:: Task goal ::
Stop at the line containing "function strokePath(path, color, width, dash)": repeat exactly every line of the entries below from the first up to it, plus that line, with pictures omitted.

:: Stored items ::
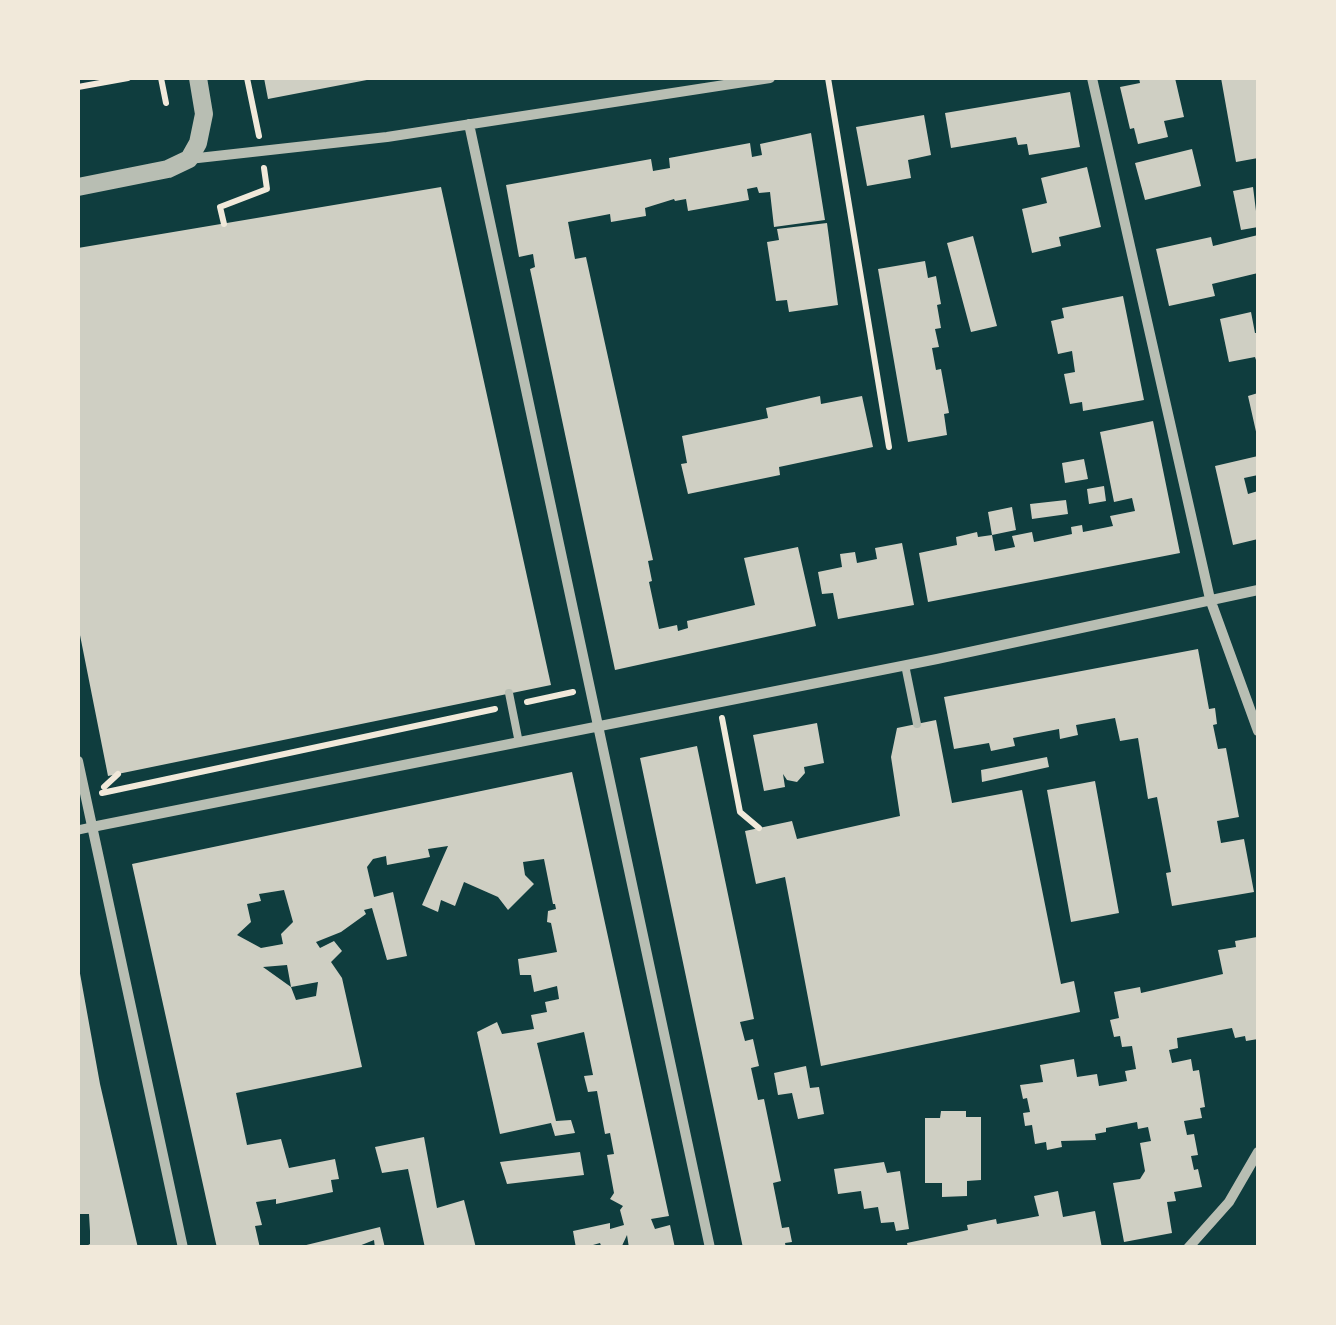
<!DOCTYPE html>
<html>
<head>
<meta charset="utf-8">
<style>
  body { margin:0 }
  #map { position:relative; width:1336px; height:1325px; overflow:hidden; background:#0f3d3e; font-family:Lora,serif }
  canvas { display:block }
  .frame { position:absolute; inset:0; border:80px solid #f1e9da; pointer-events:none }
</style>
</head>
<body>
<div id="map">
<canvas width="1336" height="1325"></canvas>
<div class="frame"></div>
</div>
<script>
const ctx = document.querySelector('canvas').getContext('2d');
ctx.lineJoin = 'round';
function paint(path, color) {
  ctx.fillStyle = color;
  ctx.fill(path, 'evenodd');
}
function poly(rows) {
  const path = new Path2D();
  for (const r of rows) {
    path.moveTo(r[0], r[1]);
    for (let i = 2; i < r.length; i += 2) path.lineTo(r[i], r[i + 1]);
  }
  return path;
}
function strokePath(path, color, width, dash) {
  ctx.strokeStyle = color;
  ctx.lineWidth = width;
  ctx.lineCap = dash ? 'butt' : 'round';
  ctx.setLineDash(dash || []);
  ctx.stroke(path);
}
const building = poly([
  [264,78,371,78,372,79,268,99],
  [1139,78,1175,78,1184,117,1164,121,1168,137,1138,144,1134,128,1130,129,1120,87,1140,83],
  [1221,78,1258,78,1258,158,1236,162],
  [1070,92,1080,147,1029,155,1027,144,1018,145,1016,137,951,148,945,113],
  [924,115,931,155,908,160,911,178,867,186,856,127],
  [811,133,825,220,774,227,770,192,759,193,757,187,747,189,749,200,688,211,686,199,675,201,674,199,645,208,646,216,611,222,610,214,568,222,575,259,586,257,604,339,653,560,648,561,652,581,649,582,659,629,677,625,678,631,688,628,687,621,755,605,744,558,798,547,816,626,615,670,530,269,535,267,533,254,519,257,506,185,651,159,653,171,670,168,669,158,750,143,752,157,762,155,760,144],
  [1192,149,1201,186,1145,200,1135,163],
  [1087,167,1101,227,1059,237,1061,246,1032,253,1022,209,1047,203,1041,178],
  [441,187,551,685,108,776,78,625,78,248],
  [1253,187,1258,227,1241,230,1233,191],
  [827,223,838,305,789,312,787,300,776,301,767,242,779,240,777,229],
  [1258,235,1258,273,1212,284,1215,296,1169,306,1156,249,1211,237,1213,246],
  [973,236,997,326,971,332,947,243],
  [925,261,928,278,936,276,941,304,937,305,941,328,935,329,939,347,932,348,936,370,941,369,949,413,944,414,947,435,908,442,878,269],
  [1123,296,1144,400,1083,411,1082,402,1070,404,1064,374,1075,372,1072,351,1058,354,1051,321,1064,318,1062,308],
  [1251,312,1255,333,1258,333,1258,366,1255,357,1229,362,1220,319],
  [1258,393,1258,436,1257,436,1248,396],
  [820,396,821,404,862,396,873,447,779,467,780,475,688,494,681,464,687,463,682,436,768,418,766,408],
  [1153,421,1180,553,928,602,919,553,957,545,956,537,977,532,978,537,992,535,995,551,1015,547,1012,536,1032,532,1034,542,1072,534,1071,527,1082,525,1083,532,1113,526,1110,516,1135,511,1132,498,1114,502,1100,432],
  [1258,456,1258,475,1244,478,1248,494,1258,491,1258,539,1233,545,1215,466],
  [1084,459,1088,479,1065,483,1062,463],
  [1104,486,1106,501,1089,504,1087,489],
  [1066,500,1068,514,1032,519,1030,504],
  [1012,507,1016,530,992,535,988,512],
  [902,543,914,605,838,619,833,593,822,594,818,572,842,567,840,554,855,552,857,563,877,559,875,548],
  [1198,649,1209,709,1215,708,1217,724,1213,725,1218,749,1226,748,1239,817,1217,821,1221,843,1244,839,1254,892,1172,906,1166,873,1171,872,1157,797,1148,799,1138,738,1120,741,1115,718,1076,725,1078,735,1060,739,1059,729,1013,738,1015,746,991,751,989,743,954,749,944,697],
  [936,720,952,803,1022,790,1061,984,1074,981,1080,1012,821,1066,785,877,756,884,745,831,792,821,797,839,900,816,891,757,897,728],
  [817,723,824,763,804,767,805,773,797,782,787,780,783,774,785,787,764,791,753,735],
  [697,746,754,1019,740,1022,745,1041,753,1039,759,1066,751,1068,758,1100,764,1099,781,1181,773,1183,782,1228,789,1227,792,1242,785,1243,786,1248,743,1248,640,758],
  [1047,757,1049,767,982,782,981,770],
  [572,772,669,1216,651,1219,655,1229,670,1225,675,1248,629,1248,627,1235,621,1248,602,1248,600,1243,593,1245,594,1248,576,1248,573,1231,610,1223,610,1229,624,1225,620,1210,623,1206,610,1199,614,1193,607,1155,614,1154,610,1133,605,1134,597,1091,588,1092,584,1076,593,1075,584,1032,537,1043,556,1121,571,1120,575,1133,555,1136,551,1123,500,1134,477,1032,497,1022,502,1034,534,1029,531,1015,547,1012,545,1002,559,999,557,986,534,992,531,975,520,975,518,959,557,952,551,923,547,922,548,911,556,909,555,904,553,904,544,859,523,862,525,875,534,884,508,910,498,897,464,882,455,906,441,900,438,912,422,905,448,846,428,849,430,857,387,865,386,856,373,859,367,867,374,897,393,892,407,956,387,960,372,908,364,910,366,914,341,932,316,942,320,948,334,941,342,951,331,962,342,978,362,1067,236,1093,247,1145,281,1139,289,1168,335,1159,339,1179,331,1180,333,1192,276,1204,276,1199,256,1202,262,1225,255,1226,260,1248,217,1248,132,864],
  [284,890,293,922,281,934,283,944,261,948,237,935,251,922,247,904,261,901,259,894],
  [287,965,291,987,263,967],
  [318,982,316,996,296,1000,291,987],
  [1095,781,1119,913,1071,922,1047,790],
  [1257,937,1258,1039,1246,1041,1245,1036,1235,1038,1232,1028,1177,1038,1178,1048,1169,1050,1172,1063,1191,1059,1193,1071,1199,1070,1205,1107,1200,1108,1202,1118,1184,1121,1187,1135,1194,1134,1198,1155,1191,1156,1194,1170,1198,1169,1202,1187,1174,1192,1176,1201,1167,1202,1172,1233,1124,1242,1113,1183,1140,1179,1145,1171,1140,1143,1151,1141,1148,1127,1138,1129,1137,1122,1106,1128,1106,1132,1095,1134,1096,1140,1061,1141,1062,1147,1047,1150,1046,1142,1035,1144,1032,1125,1025,1126,1023,1113,1030,1112,1027,1098,1023,1099,1020,1085,1043,1082,1040,1065,1074,1059,1077,1077,1097,1074,1099,1086,1127,1081,1125,1071,1136,1069,1132,1046,1122,1047,1120,1036,1114,1037,1110,1020,1119,1018,1114,992,1140,987,1141,993,1223,974,1218,950,1236,947,1235,941],
  [79,968,100,1084,138,1248,83,1248,90,1244,90,1231,89,1214,78,1214],
  [806,1066,810,1088,819,1087,824,1114,798,1119,792,1093,778,1095,774,1073],
  [941,1111,966,1111,966,1117,981,1117,981,1180,967,1181,967,1196,942,1197,942,1183,925,1183,925,1118,940,1118],
  [424,1137,437,1208,464,1200,476,1248,425,1248,408,1169,382,1173,375,1147],
  [580,1152,584,1175,507,1184,500,1162],
  [884,1162,887,1173,900,1171,909,1229,896,1231,894,1222,881,1223,878,1207,864,1209,861,1191,838,1194,834,1169],
  [1058,1191,1063,1217,1095,1211,1102,1248,908,1248,907,1243,968,1230,967,1225,996,1219,997,1224,1039,1216,1034,1196],
  [380,1227,385,1248,375,1248,374,1240,354,1248,294,1248]
]);
const path = poly([
  [161,78,166,103],
  [247,78,259,136],
  [828,78,889,447],
  [78,87,128,78],
  [224,224,220,207,267,189,264,168],
  [527,702,573,692],
  [722,718,740,812,759,828],
  [104,787,118,774],
  [102,793,495,709]
]);
const service = poly([
  [905,665,917,724],
  [509,693,519,743]
]);
const pedestrian = poly([
  [78,830,92,827]
]);
const minor = poly([
  [1092,78,1210,599,1258,731],
  [469,124,710,1248],
  [189,159,387,137,770,78],
  [78,761,183,1248],
  [92,827,937,659,1258,590],
  [1188,1248,1229,1202,1258,1152]
]);
const tertiary = poly([
  [78,187,168,169,189,159,198,143,204,114,198,78]
]);
paint(building, '#cfcfc3');
strokePath(path, '#f1e9da', 6);
strokePath(service, '#b8beb3', 8);
strokePath(pedestrian, '#b8beb3', 9);
strokePath(minor, '#b8beb3', 10);
strokePath(tertiary, '#b8beb3', 18);
</script>
</body>
</html>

:: Exercise result ::
<!DOCTYPE html>
<html>
<head>
<meta charset="utf-8">
<style>
  body { margin:0 }
  #map { position:relative; width:1336px; height:1325px; overflow:hidden; background:#0f3d3e; font-family:Lora,serif }
  canvas { display:block }
  .frame { position:absolute; inset:0; border:80px solid #f1e9da; pointer-events:none }
</style>
</head>
<body>
<div id="map">
<canvas width="1336" height="1325"></canvas>
<div class="frame"></div>
</div>
<script>
const ctx = document.querySelector('canvas').getContext('2d');
ctx.lineJoin = 'round';
function paint(path, color) {
  ctx.fillStyle = color;
  ctx.fill(path, 'evenodd');
}
function poly(rows) {
  const path = new Path2D();
  for (const r of rows) {
    path.moveTo(r[0], r[1]);
    for (let i = 2; i < r.length; i += 2) path.lineTo(r[i], r[i + 1]);
  }
  return path;
}
function strokePath(path, color, width, dash) {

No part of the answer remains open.